§ **Work instruction**: From the first line to the last, print the listing exactly.

§ **Data extract**:
+ + +

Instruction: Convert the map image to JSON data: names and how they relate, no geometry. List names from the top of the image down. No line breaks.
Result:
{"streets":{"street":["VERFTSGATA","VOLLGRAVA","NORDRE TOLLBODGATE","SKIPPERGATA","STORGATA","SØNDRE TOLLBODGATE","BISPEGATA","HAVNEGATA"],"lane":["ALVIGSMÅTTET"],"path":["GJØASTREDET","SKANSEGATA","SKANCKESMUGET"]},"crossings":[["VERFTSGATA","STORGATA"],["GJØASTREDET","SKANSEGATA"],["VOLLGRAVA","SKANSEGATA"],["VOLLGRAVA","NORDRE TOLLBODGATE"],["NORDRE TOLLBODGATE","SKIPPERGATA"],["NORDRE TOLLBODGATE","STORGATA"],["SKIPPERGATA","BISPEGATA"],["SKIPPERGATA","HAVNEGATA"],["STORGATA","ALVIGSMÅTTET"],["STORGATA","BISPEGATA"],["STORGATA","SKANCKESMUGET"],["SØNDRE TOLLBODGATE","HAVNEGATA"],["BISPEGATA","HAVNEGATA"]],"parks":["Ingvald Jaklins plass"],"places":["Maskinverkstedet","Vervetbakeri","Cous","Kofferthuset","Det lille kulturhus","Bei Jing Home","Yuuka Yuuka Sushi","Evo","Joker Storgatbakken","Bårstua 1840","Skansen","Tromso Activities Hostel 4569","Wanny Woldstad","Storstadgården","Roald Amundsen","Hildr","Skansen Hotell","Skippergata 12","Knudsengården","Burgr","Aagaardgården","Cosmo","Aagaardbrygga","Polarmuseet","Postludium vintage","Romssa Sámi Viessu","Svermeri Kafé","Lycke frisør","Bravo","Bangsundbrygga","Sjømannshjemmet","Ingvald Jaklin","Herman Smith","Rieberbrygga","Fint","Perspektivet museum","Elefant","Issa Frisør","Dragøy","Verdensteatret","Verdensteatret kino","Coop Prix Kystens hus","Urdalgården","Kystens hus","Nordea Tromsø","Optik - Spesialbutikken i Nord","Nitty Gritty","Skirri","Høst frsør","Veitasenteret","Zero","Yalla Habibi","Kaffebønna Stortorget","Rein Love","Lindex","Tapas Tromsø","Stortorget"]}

+ + +

§ **Reply to the exercise**:
Instruction: Convert the map image to JSON data: names and how they relate, no geometry. List names from the top of the image down. No line breaks.
Result:
{"streets":{"street":["VERFTSGATA","VOLLGRAVA","NORDRE TOLLBODGATE","SKIPPERGATA","STORGATA","SØNDRE TOLLBODGATE","BISPEGATA","HAVNEGATA"],"lane":["ALVIGSMÅTTET"],"path":["GJØASTREDET","SKANSEGATA","SKANCKESMUGET"]},"crossings":[["VERFTSGATA","STORGATA"],["GJØASTREDET","SKANSEGATA"],["VOLLGRAVA","SKANSEGATA"],["VOLLGRAVA","NORDRE TOLLBODGATE"],["NORDRE TOLLBODGATE","SKIPPERGATA"],["NORDRE TOLLBODGATE","STORGATA"],["SKIPPERGATA","BISPEGATA"],["SKIPPERGATA","HAVNEGATA"],["STORGATA","ALVIGSMÅTTET"],["STORGATA","BISPEGATA"],["STORGATA","SKANCKESMUGET"],["SØNDRE TOLLBODGATE","HAVNEGATA"],["BISPEGATA","HAVNEGATA"]],"parks":["Ingvald Jaklins plass"],"places":["Maskinverkstedet","Vervetbakeri","Cous","Kofferthuset","Det lille kulturhus","Bei Jing Home","Yuuka Yuuka Sushi","Evo","Joker Storgatbakken","Bårstua 1840","Skansen","Tromso Activities Hostel 4569","Wanny Woldstad","Storstadgården","Roald Amundsen","Hildr","Skansen Hotell","Skippergata 12","Knudsengården","Burgr","Aagaardgården","Cosmo","Aagaardbrygga","Polarmuseet","Postludium vintage","Romssa Sámi Viessu","Svermeri Kafé","Lycke frisør","Bravo","Bangsundbrygga","Sjømannshjemmet","Ingvald Jaklin","Herman Smith","Rieberbrygga","Fint","Perspektivet museum","Elefant","Issa Frisør","Dragøy","Verdensteatret","Verdensteatret kino","Coop Prix Kystens hus","Urdalgården","Kystens hus","Nordea Tromsø","Optik - Spesialbutikken i Nord","Nitty Gritty","Skirri","Høst frsør","Veitasenteret","Zero","Yalla Habibi","Kaffebønna Stortorget","Rein Love","Lindex","Tapas Tromsø","Stortorget"]}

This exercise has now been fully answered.